I had a bit of a hard time staying awake paddling once the calm water shifted to some lightly bumpier stuff due to some currents. It was like a baby getting rocked to sleep…but I’m used to keeping myself awake in such situations by singing songs, eating lots of different things, doing this and that between paddling. I had no hurry to arrive, when I stopped paddling to fiddle around, I was still moving into the right direction with 2-3 km/h. Not too bad…actually, I didn’t really paddle at all that night, rather bathing my paddle only 🙂

I really wanted to arrive at Punta Rasa/ Cabo San Antonio lighthouse with at least some daylight to see what’s going on there, and to land safely in a possible surf beach. So the last two hours I barely paddled at all, having to decide whether to get chilly not to doing anything or to paddle too fast and arrive in darkness…well, it was always light enough to see well with the stars sparkling bright after the moon set at 2.30am! Just a magic night…

At 6 am the first grey sky showed up, slowly developing into the new day – this time without thunderstorm and  laterwith a beautiful sun rising! But then I was already easily landing through very low surf on my first SANDY beach in South America! I felt like I was on a different continent, like being back in Australia! Out of the mud hell bay!

But in the very early morning it was freezing cold, and I urgently had to strip my dry suit for a dump…COLD! But oh well…I was soooo glad to eventually have it on! It’s so comfortable on an expedition with reasonable chilly weather, I almost forgot! No drysuit in Australia…just the peeing seated through the male pee zipper I had to practice again with my freshette funnel device – and for sure I once took some sea water through the zipper when I was working on it with a small wave flushing into my cockpit! That’s expeditioning life…I’m sure men peeing have the same risk… 🙂 Time to be able to do the job blind under the spray deck cover…

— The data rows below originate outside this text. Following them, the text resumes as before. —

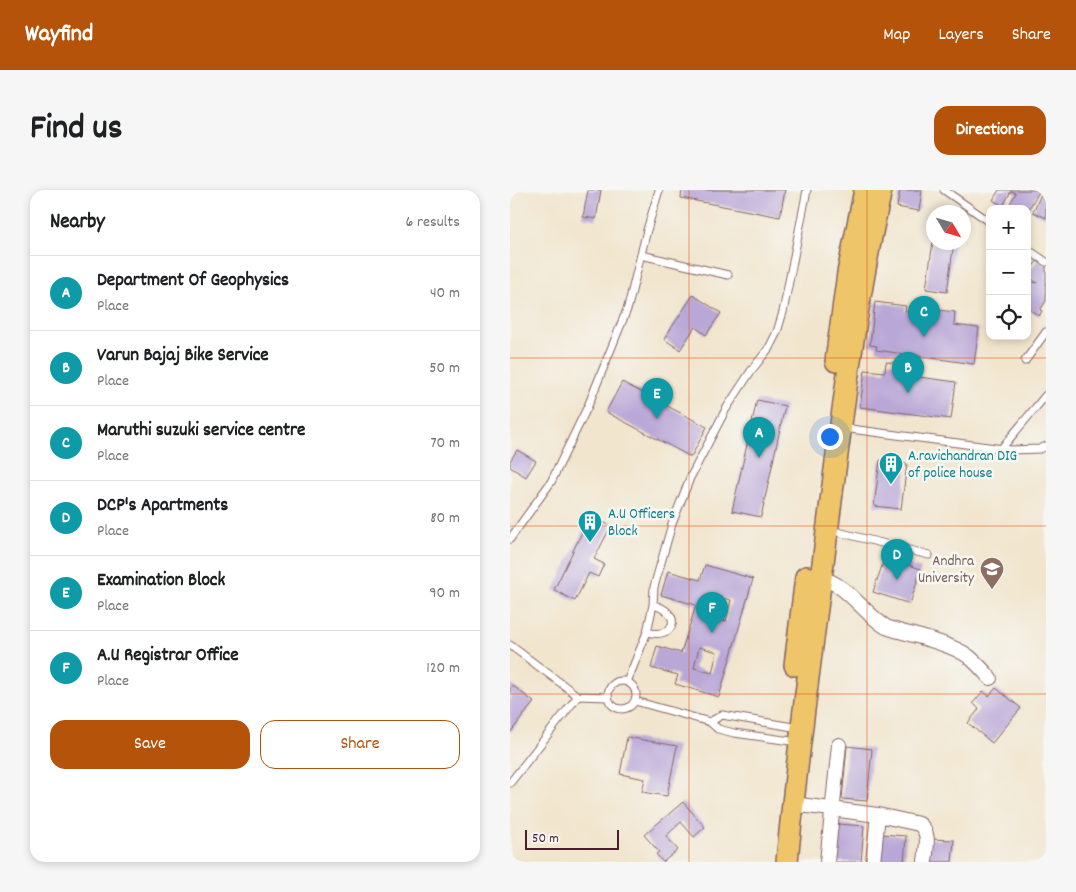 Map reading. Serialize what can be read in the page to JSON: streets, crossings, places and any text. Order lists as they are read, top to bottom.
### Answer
{
  "places": {
    "building": ["A.ravichandran DIG of police house", "A.U Officers Block"],
    "school or university": ["Andhra University"]
  },
  "scale_bar": "50 m",
  "north": "bottom right",
  "page": {
    "header": "Wayfind",
    "nav": ["Map", "Layers", "Share"],
    "title": "Find us",
    "buttons": [
      "Directions",
      ["Save", "Share"]
    ],
    "heading": ["Nearby", "6 results"],
    "map_buttons": ["+", "−"],
    "list": [
      {
        "mark": "A",
        "name": "Department Of Geophysics",
        "note": "Place",
        "value": "40 m"
      },
      {
        "mark": "B",
        "name": "Varun Bajaj Bike Service",
        "note": "Place",
        "value": "50 m"
      },
      {
        "mark": "C",
        "name": "Maruthi suzuki service centre",
        "note": "Place",
        "value": "70 m"
      },
      {
        "mark": "D",
        "name": "DCP's Apartments",
        "note": "Place",
        "value": "80 m"
      },
      {
        "mark": "E",
        "name": "Examination Block",
        "note": "Place",
        "value": "90 m"
      },
      {
        "mark": "F",
        "name": "A.U Registrar Office",
        "note": "Place",
        "value": "120 m"
      }
    ],
    "pins": [
      "C",
      "B",
      "E",
      "A",
      "D",
      "F"
    ],
    "scale": "50 m"
  }
} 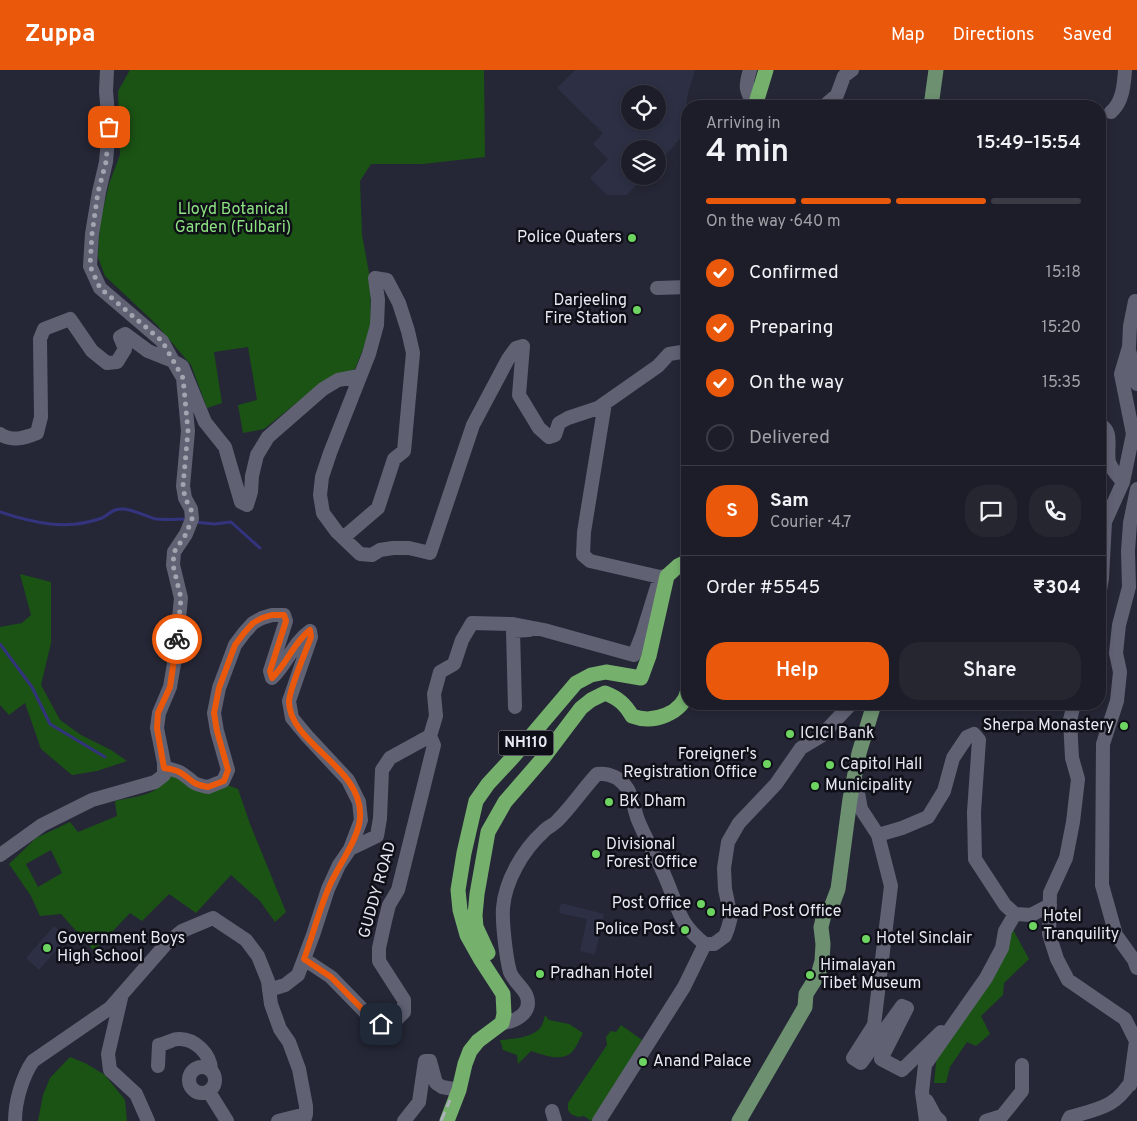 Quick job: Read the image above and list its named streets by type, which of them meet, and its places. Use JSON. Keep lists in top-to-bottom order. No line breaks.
{"streets":{"highway":["NH110"],"street":["GUDDY ROAD"]},"parks":["Lloyd Botanical Garden (Fulbari)"],"places":["Police Quaters","Darjeeling Fire Station","Sherpa Monastery","ICICI Bank","Foreigner's Registration Office","Capitol Hall","Municipality","BK Dham","Divisional Forest Office","Post Office","Head Post Office","Hotel Tranquility","Police Post","Hotel Sinclair","Government Boys High School","Pradhan Hotel","Himalayan Tibet Museum","Anand Palace"],"page":{"header":"Zuppa","nav":["Map","Directions","Saved"],"heading":["4 min","Arriving in","15:49–15:54"],"panel":["Sam","Courier · 4.7","Order #5545","₹304"],"bar":"On the way · 640 m","list":[["Confirmed","15:18"],["Preparing","15:20"],["On the way","15:35"],"Delivered"],"round":"S","buttons":["Help","Share"]}} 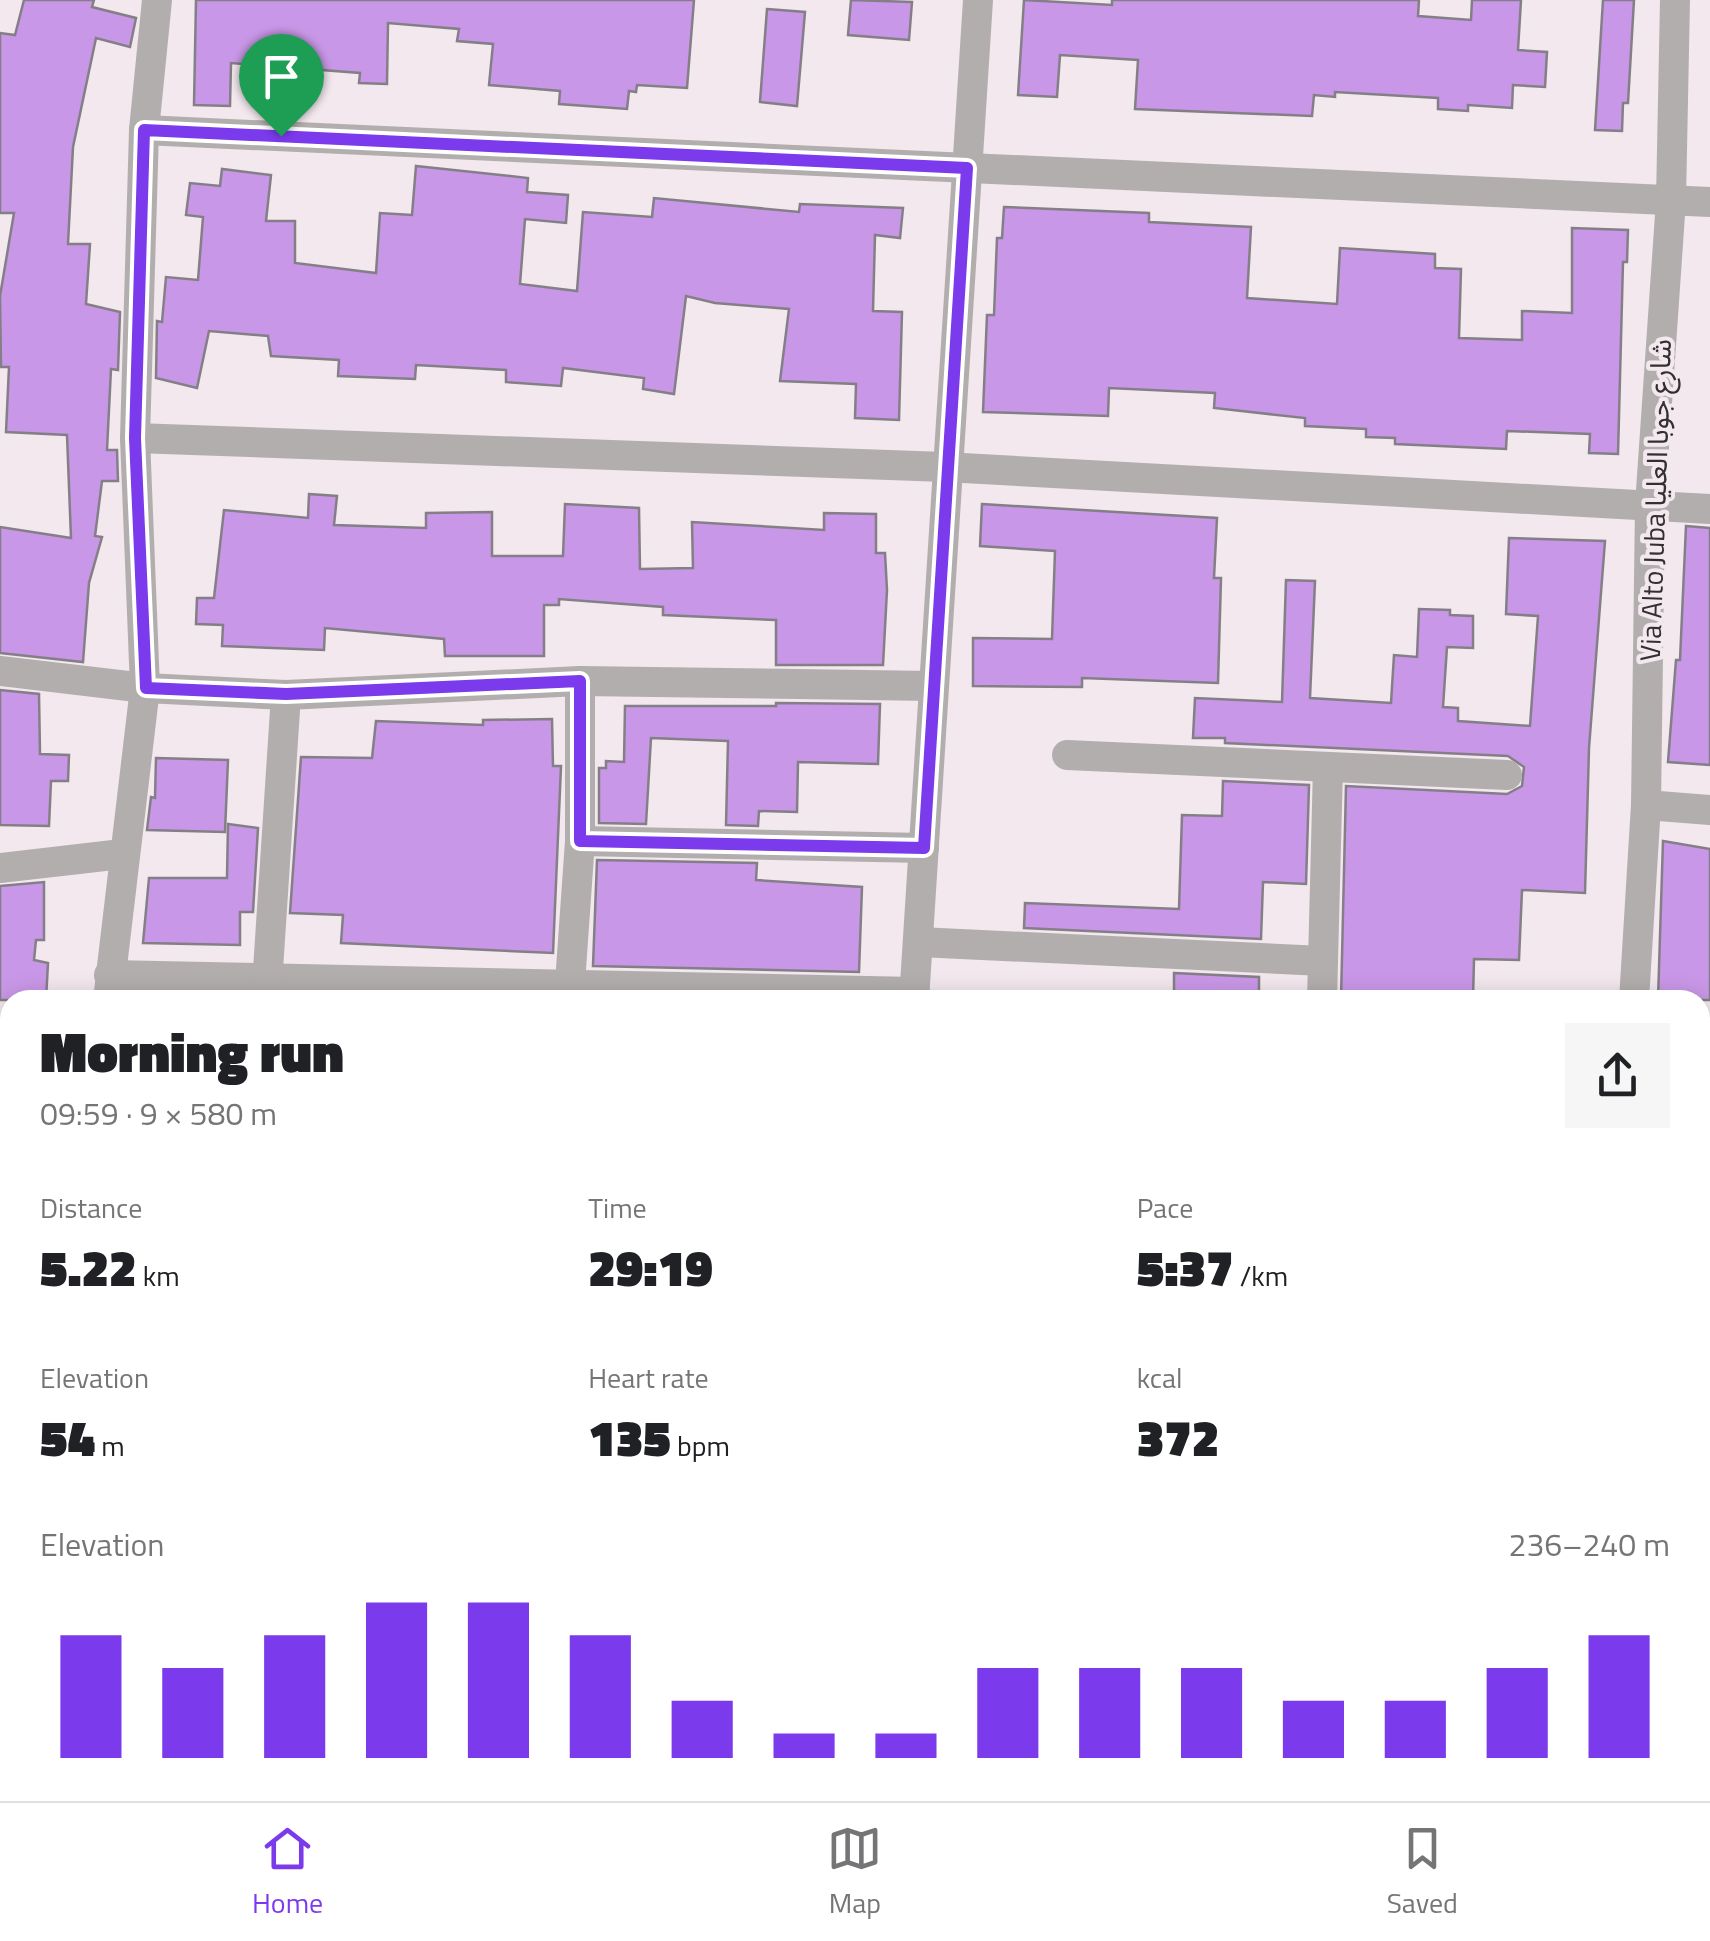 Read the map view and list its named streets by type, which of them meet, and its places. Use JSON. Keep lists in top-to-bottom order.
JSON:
{
  "streets": {
    "street": ["Via Alto Juba شارع جوبا العليا"]
  },
  "page": {
    "heading": ["Morning run", "09:59 · 9 × 580 m"],
    "stats": [
      ["Distance", "5.22 km"],
      ["Time", "29:19"],
      ["Pace", "5:37 /km"],
      ["Elevation", "54 m"],
      ["Heart rate", "135 bpm"],
      ["kcal", "372"]
    ],
    "chart": ["Elevation", "236–240 m"],
    "tabs": ["Home", "Map", "Saved"]
  }
}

As usual, when the first light comes up after a night’s paddling, I felt revived and took actions to make camp in the dunes and organize my gear to dry. I even followed Alejandro’s advice to find the hot thermal spings here at the lighthouse! But my campsite was on the seaside, and I couldn’t get there through a river inlet…maybe later tonight when it may be dry.

I rather slept the morning, had lunch now and did some office work. My hands are swollen and it is painful to touch anything…but that will go away soon!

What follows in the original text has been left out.